Para fazer um resumo não tão resumido pois sou prolixa, esse livro é sobre Frances, uma garota inteligente e superestudiosa que orbita em volta do academicismo, aulas, livros didáticos e seu futuro curso na faculdade. Tudo pra ela é sobre isso e é o que ela mais quer na vida. Porém, tem um lado da Frances que ninguém conhece: ela é hipermegafã de um podcast de ficção chamado Universe City, e faz fanarts dos personagens desse podcast. Esses são seus hobbys. A identidade do criador do seu podcast favorito é um mistério, até que ela descobre quem é do jeito mais inusitado: um garoto que ela encontra super bêbado em uma festa, e que era irmão de uma de suas melhores amigas, ou pelo menos um dia já foi uma melhor amiga. O livro vai contar como a amizade entre Frances e o criador do seu podcast favorito acontece e os problemas que ele terão que enfrentar.
Essa é uma pequena introdução para quem não leu mas gostaria de ler o livro, sem spoiler porque essa parte do encontro dos personagens acontece bem nos primeiros capítulos. A partir daqui, as minhas críticas virão recheadas de spoiler, então se você ainda quer ler o livro e/ou se incomoda com spoiler, já deixarei avisado. Eu já tinha resenhado esse livro no Maratona, que é um aplicativo de acompanhamento e registro de leitura, então muita coisa que eu comentar aqui eu vou estar me "inspirando" no que eu falei lá.
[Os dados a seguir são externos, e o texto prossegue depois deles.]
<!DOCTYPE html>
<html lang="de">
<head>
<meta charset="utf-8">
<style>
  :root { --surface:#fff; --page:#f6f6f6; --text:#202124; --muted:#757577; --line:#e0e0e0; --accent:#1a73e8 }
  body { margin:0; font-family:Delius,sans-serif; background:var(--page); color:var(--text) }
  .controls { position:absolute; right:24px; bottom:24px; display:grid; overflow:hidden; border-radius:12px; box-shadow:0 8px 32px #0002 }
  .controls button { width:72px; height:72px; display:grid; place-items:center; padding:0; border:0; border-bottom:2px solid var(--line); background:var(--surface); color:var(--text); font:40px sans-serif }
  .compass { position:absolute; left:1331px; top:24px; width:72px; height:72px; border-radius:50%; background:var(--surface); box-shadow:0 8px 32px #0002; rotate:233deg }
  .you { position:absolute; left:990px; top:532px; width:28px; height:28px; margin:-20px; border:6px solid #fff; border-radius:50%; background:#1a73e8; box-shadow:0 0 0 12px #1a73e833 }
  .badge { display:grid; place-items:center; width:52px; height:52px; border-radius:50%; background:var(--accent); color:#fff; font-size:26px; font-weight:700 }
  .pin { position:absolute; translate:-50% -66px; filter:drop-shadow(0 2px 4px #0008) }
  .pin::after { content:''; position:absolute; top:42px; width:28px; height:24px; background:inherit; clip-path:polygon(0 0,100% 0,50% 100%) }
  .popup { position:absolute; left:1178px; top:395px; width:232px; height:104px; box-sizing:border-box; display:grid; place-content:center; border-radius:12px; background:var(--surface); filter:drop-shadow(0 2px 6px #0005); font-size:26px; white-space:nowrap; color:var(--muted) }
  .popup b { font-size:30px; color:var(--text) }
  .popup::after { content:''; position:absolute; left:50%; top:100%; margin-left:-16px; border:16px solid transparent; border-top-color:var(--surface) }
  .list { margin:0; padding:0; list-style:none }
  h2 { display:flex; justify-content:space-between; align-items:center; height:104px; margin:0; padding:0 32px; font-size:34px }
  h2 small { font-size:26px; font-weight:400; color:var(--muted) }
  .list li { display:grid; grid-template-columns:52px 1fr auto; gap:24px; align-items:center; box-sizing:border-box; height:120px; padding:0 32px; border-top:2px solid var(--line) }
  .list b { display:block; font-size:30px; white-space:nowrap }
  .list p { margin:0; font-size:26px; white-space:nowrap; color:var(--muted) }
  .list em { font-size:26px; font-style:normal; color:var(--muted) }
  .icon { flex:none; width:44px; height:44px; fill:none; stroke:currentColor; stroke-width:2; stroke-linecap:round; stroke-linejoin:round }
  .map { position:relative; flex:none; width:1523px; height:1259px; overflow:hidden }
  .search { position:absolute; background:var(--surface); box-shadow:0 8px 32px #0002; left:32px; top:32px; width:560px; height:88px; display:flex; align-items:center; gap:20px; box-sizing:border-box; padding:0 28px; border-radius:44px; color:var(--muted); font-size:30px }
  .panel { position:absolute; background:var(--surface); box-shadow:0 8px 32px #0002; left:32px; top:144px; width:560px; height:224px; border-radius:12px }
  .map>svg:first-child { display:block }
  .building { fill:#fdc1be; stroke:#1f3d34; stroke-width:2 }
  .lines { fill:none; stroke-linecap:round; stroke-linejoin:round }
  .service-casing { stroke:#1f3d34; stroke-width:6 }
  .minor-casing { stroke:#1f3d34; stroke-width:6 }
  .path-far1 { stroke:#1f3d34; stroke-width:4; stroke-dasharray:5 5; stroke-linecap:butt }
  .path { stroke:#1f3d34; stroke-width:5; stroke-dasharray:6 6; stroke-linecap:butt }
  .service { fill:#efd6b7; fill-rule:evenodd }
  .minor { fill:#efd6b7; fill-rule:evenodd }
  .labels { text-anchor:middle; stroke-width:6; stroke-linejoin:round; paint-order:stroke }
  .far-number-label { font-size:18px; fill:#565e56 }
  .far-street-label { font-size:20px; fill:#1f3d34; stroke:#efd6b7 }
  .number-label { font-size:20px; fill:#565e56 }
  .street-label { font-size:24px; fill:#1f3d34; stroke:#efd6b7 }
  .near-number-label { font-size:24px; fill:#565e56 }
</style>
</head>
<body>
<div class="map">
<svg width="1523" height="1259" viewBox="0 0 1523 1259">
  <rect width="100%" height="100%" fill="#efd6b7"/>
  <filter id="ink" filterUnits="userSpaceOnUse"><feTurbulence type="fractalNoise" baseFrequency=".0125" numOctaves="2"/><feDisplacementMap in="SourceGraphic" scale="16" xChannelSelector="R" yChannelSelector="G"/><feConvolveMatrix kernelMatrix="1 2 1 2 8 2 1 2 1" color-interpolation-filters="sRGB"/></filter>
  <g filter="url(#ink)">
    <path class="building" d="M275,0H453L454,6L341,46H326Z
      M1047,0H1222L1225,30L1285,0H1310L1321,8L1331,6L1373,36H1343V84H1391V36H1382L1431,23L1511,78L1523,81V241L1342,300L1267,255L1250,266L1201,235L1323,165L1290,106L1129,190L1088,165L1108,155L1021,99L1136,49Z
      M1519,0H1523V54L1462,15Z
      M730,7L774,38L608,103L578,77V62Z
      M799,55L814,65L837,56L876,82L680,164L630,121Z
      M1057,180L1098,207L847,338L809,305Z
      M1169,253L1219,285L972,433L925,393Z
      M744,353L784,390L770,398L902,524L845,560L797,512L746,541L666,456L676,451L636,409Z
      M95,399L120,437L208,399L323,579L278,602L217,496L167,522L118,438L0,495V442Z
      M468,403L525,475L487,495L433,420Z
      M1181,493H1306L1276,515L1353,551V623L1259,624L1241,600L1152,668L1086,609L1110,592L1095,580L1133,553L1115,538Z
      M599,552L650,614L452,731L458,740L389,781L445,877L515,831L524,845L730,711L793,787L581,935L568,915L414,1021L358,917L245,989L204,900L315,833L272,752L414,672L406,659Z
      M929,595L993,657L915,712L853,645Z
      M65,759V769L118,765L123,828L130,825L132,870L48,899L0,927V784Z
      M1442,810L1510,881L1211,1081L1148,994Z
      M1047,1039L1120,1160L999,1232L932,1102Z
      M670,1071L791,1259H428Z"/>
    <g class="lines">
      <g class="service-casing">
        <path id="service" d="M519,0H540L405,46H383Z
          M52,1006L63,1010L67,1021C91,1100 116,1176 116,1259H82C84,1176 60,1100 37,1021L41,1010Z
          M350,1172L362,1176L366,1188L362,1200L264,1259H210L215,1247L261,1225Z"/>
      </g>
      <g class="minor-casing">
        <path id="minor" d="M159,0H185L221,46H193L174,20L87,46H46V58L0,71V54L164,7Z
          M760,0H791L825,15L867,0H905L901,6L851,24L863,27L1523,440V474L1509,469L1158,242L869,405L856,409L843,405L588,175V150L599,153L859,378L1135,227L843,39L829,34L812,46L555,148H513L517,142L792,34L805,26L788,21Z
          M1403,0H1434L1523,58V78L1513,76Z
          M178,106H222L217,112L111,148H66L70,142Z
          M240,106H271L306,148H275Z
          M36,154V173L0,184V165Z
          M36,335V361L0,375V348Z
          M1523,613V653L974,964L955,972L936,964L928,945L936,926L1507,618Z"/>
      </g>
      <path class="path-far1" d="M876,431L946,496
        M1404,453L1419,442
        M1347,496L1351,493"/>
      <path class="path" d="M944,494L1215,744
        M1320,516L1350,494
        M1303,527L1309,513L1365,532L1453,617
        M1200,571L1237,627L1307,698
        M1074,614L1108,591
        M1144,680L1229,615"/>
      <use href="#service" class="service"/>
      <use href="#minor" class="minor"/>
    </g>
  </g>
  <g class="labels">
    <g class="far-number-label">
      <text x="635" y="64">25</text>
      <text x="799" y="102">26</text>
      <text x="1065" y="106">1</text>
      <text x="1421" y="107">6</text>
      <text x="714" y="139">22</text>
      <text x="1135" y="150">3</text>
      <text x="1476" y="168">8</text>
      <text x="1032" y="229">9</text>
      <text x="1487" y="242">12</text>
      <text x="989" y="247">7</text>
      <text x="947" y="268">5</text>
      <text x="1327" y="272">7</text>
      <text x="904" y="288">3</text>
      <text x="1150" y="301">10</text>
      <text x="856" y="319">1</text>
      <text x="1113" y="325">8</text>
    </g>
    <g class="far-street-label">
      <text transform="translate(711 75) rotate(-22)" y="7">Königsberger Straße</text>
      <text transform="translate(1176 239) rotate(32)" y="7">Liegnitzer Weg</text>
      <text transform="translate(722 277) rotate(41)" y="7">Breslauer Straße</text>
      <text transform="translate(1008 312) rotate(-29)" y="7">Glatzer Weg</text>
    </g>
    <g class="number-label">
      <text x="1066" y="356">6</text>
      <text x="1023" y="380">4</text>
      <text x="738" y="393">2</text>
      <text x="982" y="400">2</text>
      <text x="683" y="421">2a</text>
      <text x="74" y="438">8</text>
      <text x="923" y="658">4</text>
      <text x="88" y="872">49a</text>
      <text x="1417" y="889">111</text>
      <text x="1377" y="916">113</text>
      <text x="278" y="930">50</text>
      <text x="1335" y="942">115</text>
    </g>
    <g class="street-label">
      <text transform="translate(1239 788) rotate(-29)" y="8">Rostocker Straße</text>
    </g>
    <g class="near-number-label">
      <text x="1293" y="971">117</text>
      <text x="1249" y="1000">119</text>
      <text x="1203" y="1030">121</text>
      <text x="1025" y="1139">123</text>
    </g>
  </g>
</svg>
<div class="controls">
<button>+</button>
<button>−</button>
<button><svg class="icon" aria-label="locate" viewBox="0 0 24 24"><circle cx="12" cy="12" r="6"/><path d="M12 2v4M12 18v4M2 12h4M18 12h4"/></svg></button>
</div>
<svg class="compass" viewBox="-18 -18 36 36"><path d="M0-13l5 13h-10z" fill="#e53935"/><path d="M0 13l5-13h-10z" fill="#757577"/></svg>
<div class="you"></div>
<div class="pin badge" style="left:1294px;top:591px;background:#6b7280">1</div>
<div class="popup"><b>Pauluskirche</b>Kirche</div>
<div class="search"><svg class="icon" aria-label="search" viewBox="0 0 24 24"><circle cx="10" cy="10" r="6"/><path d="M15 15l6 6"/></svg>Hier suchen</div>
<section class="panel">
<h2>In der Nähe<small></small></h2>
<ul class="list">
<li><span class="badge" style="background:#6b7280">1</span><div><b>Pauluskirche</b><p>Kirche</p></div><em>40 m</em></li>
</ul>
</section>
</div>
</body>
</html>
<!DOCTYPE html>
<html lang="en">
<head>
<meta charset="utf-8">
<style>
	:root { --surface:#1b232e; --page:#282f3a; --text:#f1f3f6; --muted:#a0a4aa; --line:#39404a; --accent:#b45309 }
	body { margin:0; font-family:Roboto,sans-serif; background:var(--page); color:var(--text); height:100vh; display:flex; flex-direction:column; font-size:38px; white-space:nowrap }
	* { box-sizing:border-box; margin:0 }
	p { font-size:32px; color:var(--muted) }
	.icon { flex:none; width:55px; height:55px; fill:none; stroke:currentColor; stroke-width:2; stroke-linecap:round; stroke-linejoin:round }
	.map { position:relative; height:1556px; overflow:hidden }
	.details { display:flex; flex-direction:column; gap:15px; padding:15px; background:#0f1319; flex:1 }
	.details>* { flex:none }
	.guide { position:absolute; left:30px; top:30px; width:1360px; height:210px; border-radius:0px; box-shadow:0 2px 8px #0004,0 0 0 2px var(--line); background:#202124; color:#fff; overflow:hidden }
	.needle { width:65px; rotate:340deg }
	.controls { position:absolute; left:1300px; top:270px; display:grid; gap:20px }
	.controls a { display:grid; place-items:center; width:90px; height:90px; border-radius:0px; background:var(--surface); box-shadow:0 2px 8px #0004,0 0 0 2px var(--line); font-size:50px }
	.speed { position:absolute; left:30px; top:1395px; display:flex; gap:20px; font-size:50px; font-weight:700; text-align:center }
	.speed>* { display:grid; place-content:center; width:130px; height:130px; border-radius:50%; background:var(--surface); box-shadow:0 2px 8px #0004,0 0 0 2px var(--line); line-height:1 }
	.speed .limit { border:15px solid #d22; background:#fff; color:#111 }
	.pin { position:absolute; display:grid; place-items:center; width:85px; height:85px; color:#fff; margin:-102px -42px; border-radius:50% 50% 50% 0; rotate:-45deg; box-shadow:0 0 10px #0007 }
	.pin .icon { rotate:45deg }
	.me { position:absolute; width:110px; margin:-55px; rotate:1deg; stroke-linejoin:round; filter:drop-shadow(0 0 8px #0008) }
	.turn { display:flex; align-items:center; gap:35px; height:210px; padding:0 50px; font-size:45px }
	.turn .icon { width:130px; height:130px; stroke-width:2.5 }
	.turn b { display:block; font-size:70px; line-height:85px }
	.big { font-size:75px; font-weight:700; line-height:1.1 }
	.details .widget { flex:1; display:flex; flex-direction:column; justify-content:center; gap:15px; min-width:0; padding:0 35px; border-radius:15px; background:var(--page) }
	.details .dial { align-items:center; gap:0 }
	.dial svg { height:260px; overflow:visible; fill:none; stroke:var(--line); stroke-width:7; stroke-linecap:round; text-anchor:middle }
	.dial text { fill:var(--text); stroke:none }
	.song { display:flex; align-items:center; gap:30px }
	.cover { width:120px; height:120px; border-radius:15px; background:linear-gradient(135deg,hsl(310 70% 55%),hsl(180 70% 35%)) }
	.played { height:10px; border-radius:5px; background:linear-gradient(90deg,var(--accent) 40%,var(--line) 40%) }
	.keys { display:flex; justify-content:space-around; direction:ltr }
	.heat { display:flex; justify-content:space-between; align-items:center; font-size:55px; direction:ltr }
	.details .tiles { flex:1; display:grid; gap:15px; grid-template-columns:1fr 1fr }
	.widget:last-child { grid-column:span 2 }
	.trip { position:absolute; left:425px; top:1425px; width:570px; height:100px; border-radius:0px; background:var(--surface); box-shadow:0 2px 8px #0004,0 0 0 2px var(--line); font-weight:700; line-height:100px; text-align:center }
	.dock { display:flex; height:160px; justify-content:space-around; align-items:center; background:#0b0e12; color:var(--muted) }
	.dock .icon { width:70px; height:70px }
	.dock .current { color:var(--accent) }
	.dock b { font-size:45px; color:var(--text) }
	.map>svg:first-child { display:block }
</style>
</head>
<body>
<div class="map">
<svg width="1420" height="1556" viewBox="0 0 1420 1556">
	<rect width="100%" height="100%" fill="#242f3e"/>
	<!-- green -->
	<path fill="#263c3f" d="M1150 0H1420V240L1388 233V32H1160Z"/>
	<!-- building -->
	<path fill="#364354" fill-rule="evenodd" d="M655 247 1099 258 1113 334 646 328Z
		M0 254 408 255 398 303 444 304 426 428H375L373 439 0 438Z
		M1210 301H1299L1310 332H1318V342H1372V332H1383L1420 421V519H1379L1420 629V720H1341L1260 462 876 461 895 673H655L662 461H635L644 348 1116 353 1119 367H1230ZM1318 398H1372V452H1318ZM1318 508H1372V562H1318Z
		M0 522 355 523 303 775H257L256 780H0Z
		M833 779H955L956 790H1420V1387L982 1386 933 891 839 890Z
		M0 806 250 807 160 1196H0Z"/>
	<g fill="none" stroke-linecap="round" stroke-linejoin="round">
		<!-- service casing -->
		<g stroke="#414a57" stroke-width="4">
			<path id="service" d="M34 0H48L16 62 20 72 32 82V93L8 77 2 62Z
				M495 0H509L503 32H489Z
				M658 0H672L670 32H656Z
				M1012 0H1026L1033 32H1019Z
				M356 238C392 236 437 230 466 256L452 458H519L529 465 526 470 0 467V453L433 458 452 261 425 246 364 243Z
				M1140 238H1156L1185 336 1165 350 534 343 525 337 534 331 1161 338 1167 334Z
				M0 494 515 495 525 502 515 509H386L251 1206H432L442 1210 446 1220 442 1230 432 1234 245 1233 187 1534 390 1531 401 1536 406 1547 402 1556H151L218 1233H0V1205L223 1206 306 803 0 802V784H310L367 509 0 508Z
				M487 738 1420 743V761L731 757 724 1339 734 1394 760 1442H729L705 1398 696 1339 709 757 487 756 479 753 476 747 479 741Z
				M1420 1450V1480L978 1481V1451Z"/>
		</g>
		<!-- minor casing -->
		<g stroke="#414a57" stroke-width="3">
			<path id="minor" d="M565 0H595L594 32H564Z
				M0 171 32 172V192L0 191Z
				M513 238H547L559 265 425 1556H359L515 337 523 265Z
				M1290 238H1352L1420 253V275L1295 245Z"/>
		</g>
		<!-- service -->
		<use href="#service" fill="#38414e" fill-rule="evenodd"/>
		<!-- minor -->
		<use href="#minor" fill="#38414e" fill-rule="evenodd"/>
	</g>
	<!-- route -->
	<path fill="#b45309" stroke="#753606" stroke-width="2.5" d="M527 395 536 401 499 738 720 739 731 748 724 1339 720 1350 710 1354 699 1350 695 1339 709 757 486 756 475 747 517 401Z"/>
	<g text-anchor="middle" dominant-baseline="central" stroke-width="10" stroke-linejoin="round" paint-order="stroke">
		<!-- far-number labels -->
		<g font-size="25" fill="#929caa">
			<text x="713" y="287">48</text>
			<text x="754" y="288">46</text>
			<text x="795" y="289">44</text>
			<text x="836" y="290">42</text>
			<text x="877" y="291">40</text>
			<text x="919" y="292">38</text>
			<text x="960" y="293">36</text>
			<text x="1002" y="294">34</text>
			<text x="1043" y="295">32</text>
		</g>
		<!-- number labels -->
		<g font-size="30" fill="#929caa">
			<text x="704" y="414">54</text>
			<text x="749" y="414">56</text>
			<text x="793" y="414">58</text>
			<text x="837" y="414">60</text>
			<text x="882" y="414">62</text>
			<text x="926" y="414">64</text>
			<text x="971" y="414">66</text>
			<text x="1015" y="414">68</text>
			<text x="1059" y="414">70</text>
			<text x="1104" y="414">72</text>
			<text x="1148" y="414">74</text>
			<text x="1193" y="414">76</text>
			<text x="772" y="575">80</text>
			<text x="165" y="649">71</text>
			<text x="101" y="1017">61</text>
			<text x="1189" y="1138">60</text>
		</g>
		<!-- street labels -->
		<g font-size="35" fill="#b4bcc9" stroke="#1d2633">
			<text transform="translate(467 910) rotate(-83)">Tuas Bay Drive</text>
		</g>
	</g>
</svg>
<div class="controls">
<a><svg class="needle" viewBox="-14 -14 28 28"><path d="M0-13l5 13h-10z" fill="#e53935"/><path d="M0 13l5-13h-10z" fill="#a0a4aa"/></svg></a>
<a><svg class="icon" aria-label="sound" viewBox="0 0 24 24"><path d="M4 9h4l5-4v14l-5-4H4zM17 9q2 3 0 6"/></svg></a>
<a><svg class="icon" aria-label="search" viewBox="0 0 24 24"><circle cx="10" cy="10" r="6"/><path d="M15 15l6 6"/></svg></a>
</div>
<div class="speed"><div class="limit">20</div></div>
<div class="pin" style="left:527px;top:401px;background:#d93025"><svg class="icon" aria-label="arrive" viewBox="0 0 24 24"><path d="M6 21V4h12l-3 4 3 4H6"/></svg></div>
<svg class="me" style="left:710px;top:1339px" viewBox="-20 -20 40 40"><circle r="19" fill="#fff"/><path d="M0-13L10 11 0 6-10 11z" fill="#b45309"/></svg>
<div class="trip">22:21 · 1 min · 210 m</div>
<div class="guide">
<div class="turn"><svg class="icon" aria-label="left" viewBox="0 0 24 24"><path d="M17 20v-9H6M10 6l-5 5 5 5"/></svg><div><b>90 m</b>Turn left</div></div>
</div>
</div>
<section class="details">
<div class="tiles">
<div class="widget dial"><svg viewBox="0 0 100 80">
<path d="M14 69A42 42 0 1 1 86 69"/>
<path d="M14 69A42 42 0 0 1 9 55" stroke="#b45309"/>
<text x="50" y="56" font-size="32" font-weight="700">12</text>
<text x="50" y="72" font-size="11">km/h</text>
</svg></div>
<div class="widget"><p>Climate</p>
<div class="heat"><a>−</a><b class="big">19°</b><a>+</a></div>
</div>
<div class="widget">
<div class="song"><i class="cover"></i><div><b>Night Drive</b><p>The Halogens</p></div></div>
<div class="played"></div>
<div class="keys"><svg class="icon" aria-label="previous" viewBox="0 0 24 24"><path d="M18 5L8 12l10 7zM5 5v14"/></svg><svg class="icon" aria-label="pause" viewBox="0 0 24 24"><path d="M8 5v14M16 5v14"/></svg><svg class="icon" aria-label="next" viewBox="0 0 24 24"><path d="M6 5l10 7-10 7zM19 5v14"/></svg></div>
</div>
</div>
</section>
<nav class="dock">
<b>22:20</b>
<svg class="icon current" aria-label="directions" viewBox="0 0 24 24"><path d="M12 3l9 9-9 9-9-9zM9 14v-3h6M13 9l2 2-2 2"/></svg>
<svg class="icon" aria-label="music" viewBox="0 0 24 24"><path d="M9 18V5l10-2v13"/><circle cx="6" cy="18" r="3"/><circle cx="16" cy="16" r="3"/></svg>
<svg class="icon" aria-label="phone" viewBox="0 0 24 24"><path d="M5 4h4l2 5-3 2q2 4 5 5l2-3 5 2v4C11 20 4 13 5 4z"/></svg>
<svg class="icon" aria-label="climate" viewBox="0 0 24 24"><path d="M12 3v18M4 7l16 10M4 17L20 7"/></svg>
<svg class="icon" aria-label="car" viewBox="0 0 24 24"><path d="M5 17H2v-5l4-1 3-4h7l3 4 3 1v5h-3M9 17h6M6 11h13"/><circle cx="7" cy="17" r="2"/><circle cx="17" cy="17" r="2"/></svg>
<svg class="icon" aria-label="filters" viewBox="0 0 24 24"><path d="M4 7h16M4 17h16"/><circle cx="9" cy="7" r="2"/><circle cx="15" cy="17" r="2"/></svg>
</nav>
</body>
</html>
Como eu mencionei, eu já li outras coisas da Alice, e uma delas foi um livro chamado Sem Amor, que segue uma temática parecida a essa de amizade mas é muito mais focado em descoberta de sexualidade, e os personagens já estão na faculdade. E para mim, eu tive problemas muito parecidos na leitura dos dois livros, me geraram a mesma sensação, e essa sensação é um vazio. Não um vazio existencial, o qual você reflete sobre e realmente muda algo na sua vida, mas um vazio de está faltando alguma coisa, de que o livro não ficou completo.
A Alice te dá personagens, te dá vivências, te dá conflitos, te dá acontecimentos bons e ruins, mas não te dá um desfecho. Tudo isso que ela criou, ela não faz nada com eles.
Foi o que eu escrevi na minha resenha e é exatamente isso. Parece que ela só escreve pela aventura, mas não dá profundidade às coisas, as coisas ficam sem um final, certo ou incerto, qualquer final que seja, e fica tudo meio que perdido em um limbo. São várias as pontas soltas nesse livro, e na minha resenha eu chego a pontuá-los.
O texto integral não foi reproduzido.